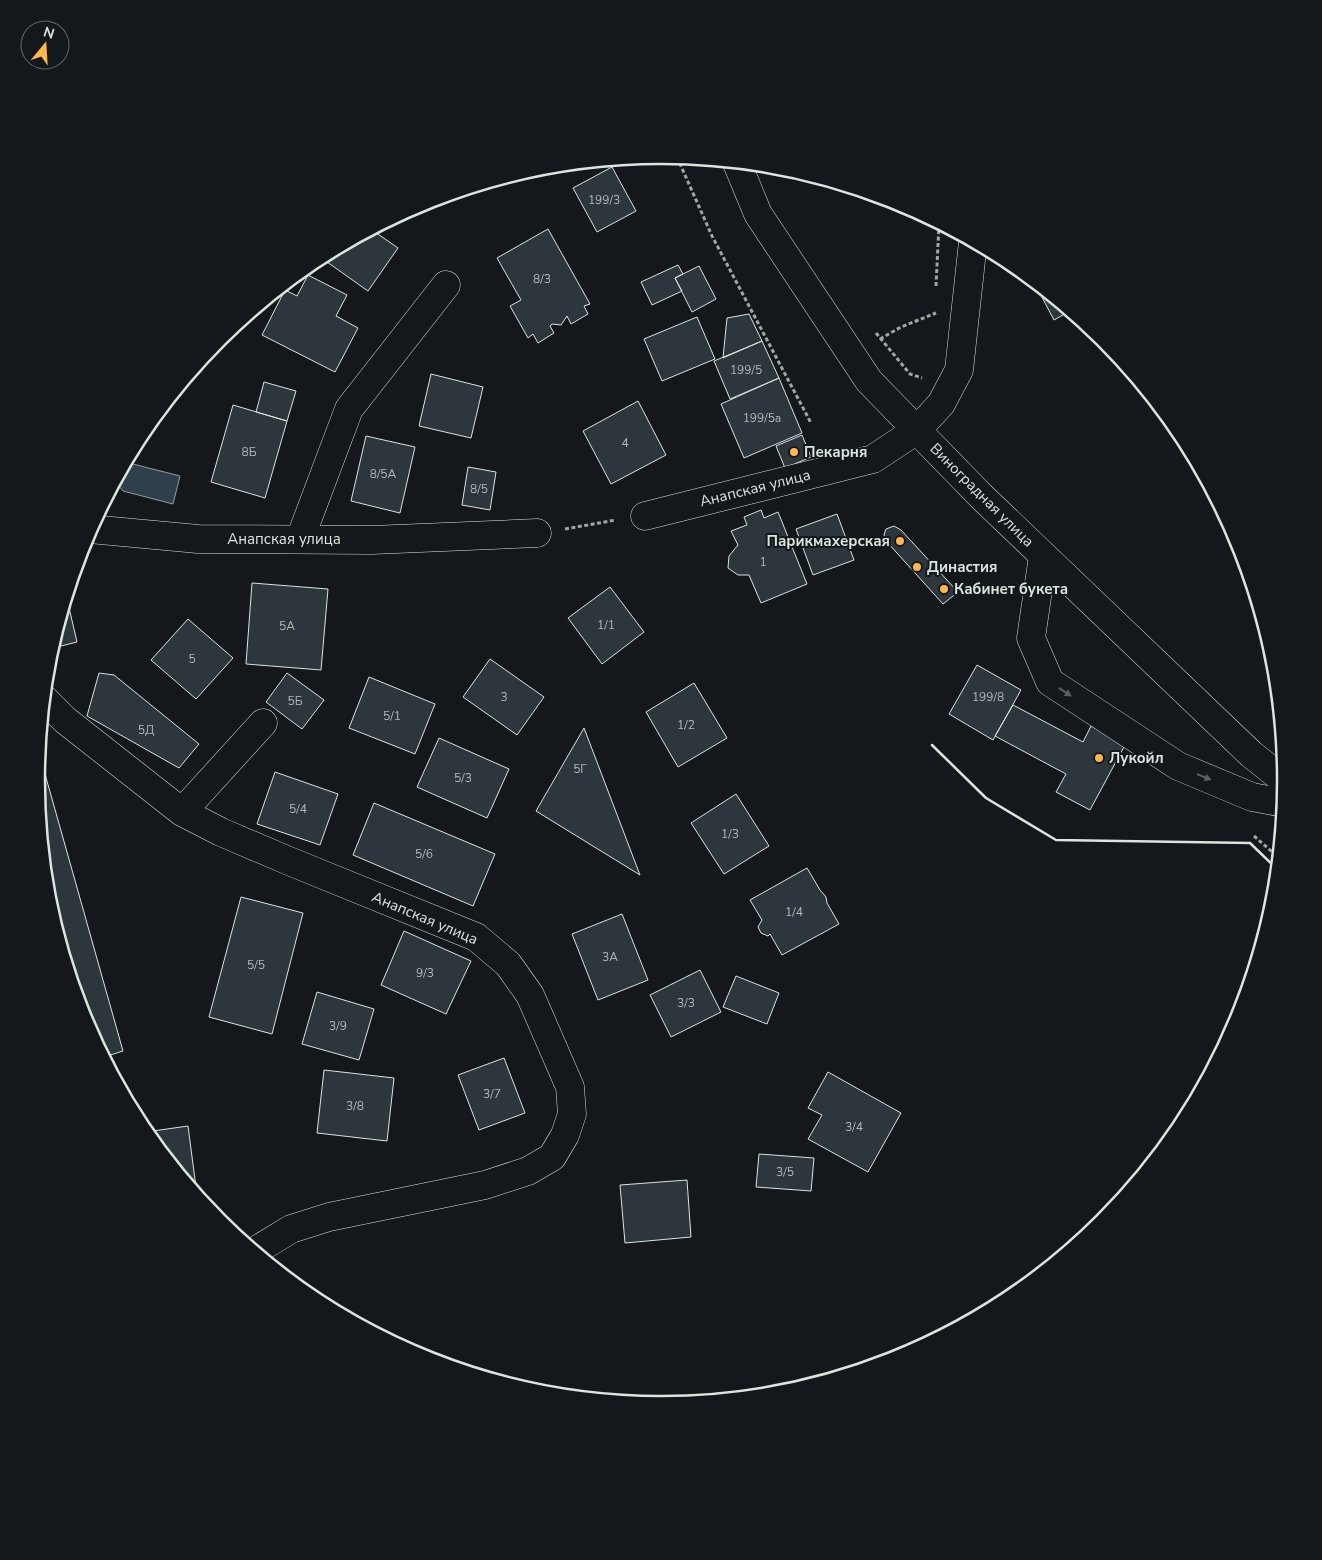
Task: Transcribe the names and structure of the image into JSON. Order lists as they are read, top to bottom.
{
  "streets": {
    "street": ["Анапская улица", "Виноградная улица"]
  },
  "crossings": [
    ["Анапская улица", "Виноградная улица"]
  ],
  "places": [
    "Пекарня",
    "Парикмахерская",
    "Династия",
    "Кабинет букета",
    "Лукойл"
  ],
  "house_numbers": [
    "199/3",
    "8/3",
    "199/5",
    "199/5а",
    "4",
    "8Б",
    "8/5А",
    "8/5",
    "1",
    "1/1",
    "5А",
    "5",
    "3",
    "199/8",
    "5Б",
    "5/1",
    "1/2",
    "5Д",
    "5Г",
    "5/3",
    "5/4",
    "1/3",
    "5/6",
    "1/4",
    "3А",
    "5/5",
    "9/3",
    "3/3",
    "3/9",
    "3/7",
    "3/8",
    "3/4",
    "3/5"
  ],
  "north": "top"
}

━━━━━━━━

## Directions:
From the data above, copy each line where the string "Виноградная" appears.

## Worked solution:
    "street": ["Анапская улица", "Виноградная улица"]
    ["Анапская улица", "Виноградная улица"]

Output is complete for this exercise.